你怎么能把错误的类型放回去？

Question

I have a vector of doubles. But I had a typo

I intended to write this:

std::vector<double> timestamp;

But I wrote this instead:

std::vector<std::vector<double>> timestamp;

However, this compiles

timestamp.emplace_back(a_double_timestamp)

I am emplacing back a double into a std::vector<std::vector<double>> . double is not std::vector<double>

Answer 1

double is implicitly converted to size_type , acting as a parameter to the vector constructor :

explicit vector( size_type count );

Therefore, if you pass 2.3 , the vector created has size static_cast<std::vector<double>::size_type>(2.3) == 2 .

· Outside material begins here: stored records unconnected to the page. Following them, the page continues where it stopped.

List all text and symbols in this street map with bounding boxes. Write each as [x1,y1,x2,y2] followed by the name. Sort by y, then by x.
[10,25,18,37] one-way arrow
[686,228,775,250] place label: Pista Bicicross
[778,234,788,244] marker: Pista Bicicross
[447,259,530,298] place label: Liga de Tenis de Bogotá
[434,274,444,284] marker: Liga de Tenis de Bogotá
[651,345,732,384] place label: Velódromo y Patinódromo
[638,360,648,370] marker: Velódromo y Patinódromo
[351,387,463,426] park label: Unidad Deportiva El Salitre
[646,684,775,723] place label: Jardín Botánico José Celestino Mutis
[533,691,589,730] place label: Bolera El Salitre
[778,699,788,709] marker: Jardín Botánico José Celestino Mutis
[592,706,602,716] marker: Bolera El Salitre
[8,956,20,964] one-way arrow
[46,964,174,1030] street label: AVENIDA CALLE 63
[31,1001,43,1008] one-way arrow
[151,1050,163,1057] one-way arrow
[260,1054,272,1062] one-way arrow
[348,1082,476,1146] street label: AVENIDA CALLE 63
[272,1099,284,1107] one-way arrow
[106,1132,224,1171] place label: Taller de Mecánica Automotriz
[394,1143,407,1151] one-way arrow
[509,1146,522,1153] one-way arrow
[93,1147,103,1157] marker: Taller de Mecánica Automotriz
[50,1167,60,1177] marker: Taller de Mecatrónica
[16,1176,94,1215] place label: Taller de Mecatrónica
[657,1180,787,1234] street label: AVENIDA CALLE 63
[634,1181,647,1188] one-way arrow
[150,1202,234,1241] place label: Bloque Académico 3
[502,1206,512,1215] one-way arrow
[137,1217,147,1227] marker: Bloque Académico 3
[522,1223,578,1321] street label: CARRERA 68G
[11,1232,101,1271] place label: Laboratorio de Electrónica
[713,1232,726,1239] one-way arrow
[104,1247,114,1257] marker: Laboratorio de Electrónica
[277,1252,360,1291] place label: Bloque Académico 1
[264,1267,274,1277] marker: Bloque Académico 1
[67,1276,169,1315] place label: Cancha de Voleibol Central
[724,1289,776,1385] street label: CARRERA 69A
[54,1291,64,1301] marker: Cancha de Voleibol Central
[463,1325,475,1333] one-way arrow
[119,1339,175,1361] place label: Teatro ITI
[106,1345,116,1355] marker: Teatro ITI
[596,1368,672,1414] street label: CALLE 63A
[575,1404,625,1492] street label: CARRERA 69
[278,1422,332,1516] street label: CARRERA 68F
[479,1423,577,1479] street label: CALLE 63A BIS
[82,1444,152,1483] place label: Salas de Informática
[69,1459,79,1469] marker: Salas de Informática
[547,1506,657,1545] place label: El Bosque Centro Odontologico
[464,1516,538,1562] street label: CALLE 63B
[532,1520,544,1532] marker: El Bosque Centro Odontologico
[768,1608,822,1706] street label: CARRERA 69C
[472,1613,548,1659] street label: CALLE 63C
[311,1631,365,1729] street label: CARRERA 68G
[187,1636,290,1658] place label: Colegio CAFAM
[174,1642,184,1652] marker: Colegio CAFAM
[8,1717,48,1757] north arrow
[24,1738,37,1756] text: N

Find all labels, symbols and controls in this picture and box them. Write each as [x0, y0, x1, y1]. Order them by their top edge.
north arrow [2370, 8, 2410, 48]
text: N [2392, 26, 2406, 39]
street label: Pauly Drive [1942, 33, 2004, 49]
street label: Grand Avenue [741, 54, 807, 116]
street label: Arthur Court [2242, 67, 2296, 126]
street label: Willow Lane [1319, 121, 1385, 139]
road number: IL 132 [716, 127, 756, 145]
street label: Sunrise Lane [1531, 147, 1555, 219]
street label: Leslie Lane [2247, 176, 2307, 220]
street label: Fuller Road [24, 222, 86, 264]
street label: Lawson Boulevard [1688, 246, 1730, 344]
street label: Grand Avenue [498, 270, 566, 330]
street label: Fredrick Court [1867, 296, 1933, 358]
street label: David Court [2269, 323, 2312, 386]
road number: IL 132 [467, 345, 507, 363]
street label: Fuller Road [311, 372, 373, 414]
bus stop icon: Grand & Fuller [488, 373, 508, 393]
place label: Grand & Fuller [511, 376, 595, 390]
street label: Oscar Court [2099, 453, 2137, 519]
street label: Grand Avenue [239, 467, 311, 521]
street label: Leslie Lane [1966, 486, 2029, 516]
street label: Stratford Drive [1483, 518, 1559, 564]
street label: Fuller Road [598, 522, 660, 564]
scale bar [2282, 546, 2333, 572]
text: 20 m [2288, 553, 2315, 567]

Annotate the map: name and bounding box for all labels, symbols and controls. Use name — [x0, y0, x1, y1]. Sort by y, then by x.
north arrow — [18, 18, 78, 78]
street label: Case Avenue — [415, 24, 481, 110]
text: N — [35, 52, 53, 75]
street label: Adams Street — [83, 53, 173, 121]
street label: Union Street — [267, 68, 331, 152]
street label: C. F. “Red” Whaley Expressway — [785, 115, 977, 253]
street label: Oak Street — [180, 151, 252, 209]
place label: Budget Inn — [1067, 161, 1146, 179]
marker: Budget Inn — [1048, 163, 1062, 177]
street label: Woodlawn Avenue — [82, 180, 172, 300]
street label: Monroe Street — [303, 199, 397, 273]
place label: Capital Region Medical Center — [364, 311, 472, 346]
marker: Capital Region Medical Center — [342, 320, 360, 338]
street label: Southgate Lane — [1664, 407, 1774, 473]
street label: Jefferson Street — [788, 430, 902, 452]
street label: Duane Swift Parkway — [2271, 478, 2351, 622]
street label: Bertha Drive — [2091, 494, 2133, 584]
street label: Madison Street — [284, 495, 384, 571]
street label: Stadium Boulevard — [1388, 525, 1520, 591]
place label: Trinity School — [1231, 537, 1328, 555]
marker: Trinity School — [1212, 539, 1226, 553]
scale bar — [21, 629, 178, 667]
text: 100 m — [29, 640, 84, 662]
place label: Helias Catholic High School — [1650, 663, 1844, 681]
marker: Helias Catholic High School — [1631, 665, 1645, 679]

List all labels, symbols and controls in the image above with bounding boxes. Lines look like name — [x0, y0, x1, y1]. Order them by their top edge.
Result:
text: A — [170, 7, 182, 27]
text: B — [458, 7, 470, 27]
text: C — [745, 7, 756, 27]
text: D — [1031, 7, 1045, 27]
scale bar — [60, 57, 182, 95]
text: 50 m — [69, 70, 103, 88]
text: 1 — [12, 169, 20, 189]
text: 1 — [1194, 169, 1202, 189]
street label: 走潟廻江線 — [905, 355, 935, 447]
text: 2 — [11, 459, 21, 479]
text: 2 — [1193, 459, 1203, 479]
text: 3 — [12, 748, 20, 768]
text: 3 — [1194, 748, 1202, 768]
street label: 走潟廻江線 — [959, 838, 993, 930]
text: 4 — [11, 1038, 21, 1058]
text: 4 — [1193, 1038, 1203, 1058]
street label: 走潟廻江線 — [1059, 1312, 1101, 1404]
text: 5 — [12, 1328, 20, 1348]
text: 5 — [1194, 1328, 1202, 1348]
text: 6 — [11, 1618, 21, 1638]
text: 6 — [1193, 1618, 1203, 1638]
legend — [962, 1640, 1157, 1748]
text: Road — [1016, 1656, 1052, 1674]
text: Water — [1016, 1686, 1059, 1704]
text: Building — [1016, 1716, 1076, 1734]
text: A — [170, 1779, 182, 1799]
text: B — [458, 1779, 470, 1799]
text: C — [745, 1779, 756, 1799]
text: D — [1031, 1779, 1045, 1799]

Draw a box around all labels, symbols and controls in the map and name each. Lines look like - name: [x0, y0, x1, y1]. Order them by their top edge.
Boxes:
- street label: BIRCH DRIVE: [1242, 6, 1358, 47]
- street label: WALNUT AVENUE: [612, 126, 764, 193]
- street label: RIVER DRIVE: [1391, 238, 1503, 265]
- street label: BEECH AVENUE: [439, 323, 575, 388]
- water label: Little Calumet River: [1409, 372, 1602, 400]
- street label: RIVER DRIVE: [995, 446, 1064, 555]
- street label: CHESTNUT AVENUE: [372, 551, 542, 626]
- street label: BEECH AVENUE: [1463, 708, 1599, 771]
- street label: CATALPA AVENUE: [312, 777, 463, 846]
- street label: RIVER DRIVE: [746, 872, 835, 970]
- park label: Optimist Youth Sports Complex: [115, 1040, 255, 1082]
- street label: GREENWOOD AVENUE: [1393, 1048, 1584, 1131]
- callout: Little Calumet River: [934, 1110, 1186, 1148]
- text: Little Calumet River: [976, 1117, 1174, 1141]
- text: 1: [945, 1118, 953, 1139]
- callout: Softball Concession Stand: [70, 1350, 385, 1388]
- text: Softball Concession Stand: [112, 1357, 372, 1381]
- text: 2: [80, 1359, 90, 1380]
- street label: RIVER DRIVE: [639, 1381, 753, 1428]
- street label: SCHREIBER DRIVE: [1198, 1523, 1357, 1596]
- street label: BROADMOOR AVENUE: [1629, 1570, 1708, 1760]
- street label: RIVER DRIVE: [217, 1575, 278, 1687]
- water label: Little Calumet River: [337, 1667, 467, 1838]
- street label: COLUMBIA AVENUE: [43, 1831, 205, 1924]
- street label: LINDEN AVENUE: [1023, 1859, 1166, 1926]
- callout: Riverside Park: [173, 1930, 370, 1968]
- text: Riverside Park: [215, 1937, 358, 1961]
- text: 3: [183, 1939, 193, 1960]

std::vector<double> v{2.3} also compiles without any warning.

Answer 2

Do you get any warnings? MSVC gives warning

'argument': conversion from 'double' to 'const unsigned __int64', possible loss of data

though GCC HEAD is silent.

What happens here is that explicit vector( size_type count ); constructor for your internal vector is called, with automatic conversion from double to size_type

Answer 3

I stepped through the code to see what was happening, and what I am seeing (in Visual Studio 2017 anyway) is that the following constructor is being called:

vector(_CRT_GUARDOVERFLOW const size_type _Count, const _Alloc& _Al = _Alloc())

... which seems to imply that the double was implicitly converted to a size_type (I used a double of 12.3 in my test, and the debugger is telling me _Count is 12). _Al has a default value, so the constructor matches.